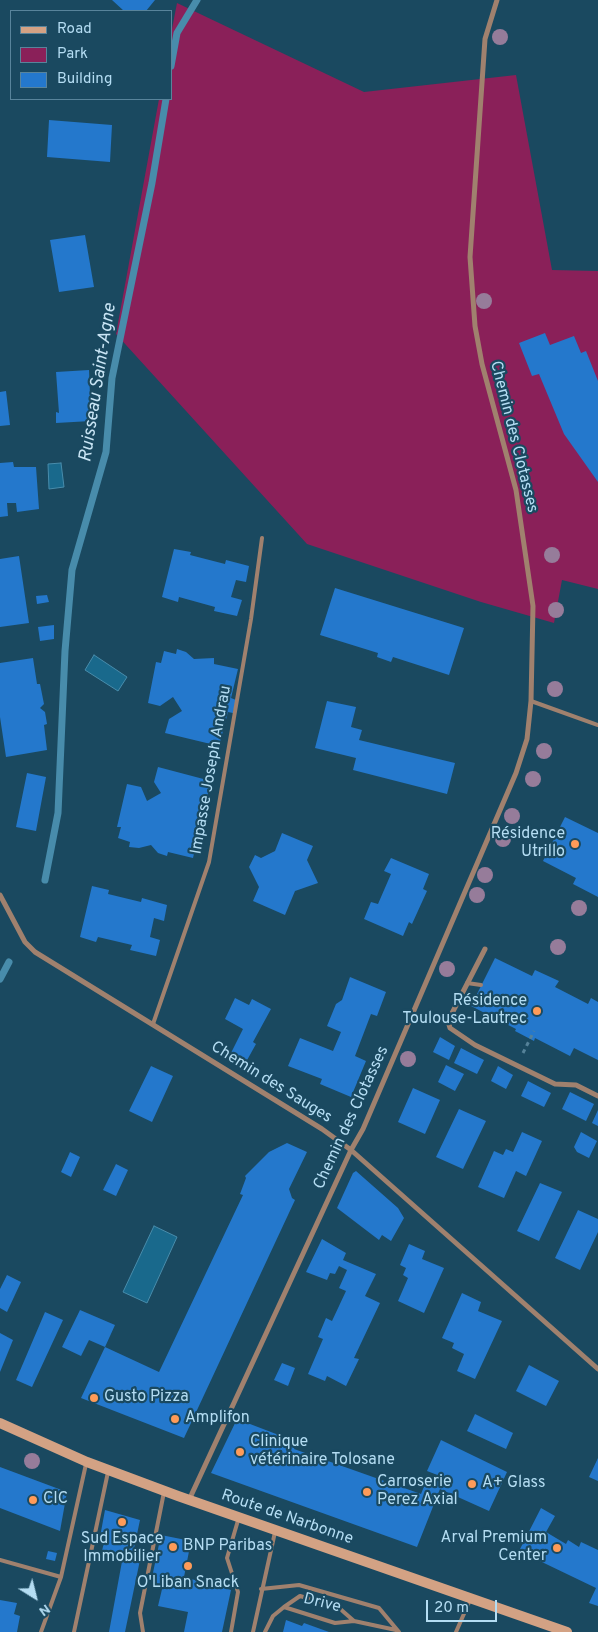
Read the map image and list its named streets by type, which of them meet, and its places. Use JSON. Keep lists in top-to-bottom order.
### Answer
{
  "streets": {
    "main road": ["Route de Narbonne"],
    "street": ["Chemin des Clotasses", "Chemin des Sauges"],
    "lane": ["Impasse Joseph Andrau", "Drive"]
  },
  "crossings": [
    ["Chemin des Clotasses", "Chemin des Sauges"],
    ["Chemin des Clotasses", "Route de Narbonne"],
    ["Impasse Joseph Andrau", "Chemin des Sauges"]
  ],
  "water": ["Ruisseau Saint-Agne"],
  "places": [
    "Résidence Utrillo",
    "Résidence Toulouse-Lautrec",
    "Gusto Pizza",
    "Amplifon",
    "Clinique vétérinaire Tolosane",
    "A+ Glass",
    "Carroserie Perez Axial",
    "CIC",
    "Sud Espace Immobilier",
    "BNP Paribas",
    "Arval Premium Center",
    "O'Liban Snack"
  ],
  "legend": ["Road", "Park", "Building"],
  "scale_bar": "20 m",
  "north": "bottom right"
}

WORK TASK = Transcribe all entries above exactly. Drop the pictures.

TASK RESPONSE =
Read the map image and list its named streets by type, which of them meet, and its places. Use JSON. Keep lists in top-to-bottom order.
### Answer
{
  "streets": {
    "main road": ["Route de Narbonne"],
    "street": ["Chemin des Clotasses", "Chemin des Sauges"],
    "lane": ["Impasse Joseph Andrau", "Drive"]
  },
  "crossings": [
    ["Chemin des Clotasses", "Chemin des Sauges"],
    ["Chemin des Clotasses", "Route de Narbonne"],
    ["Impasse Joseph Andrau", "Chemin des Sauges"]
  ],
  "water": ["Ruisseau Saint-Agne"],
  "places": [
    "Résidence Utrillo",
    "Résidence Toulouse-Lautrec",
    "Gusto Pizza",
    "Amplifon",
    "Clinique vétérinaire Tolosane",
    "A+ Glass",
    "Carroserie Perez Axial",
    "CIC",
    "Sud Espace Immobilier",
    "BNP Paribas",
    "Arval Premium Center",
    "O'Liban Snack"
  ],
  "legend": ["Road", "Park", "Building"],
  "scale_bar": "20 m",
  "north": "bottom right"
}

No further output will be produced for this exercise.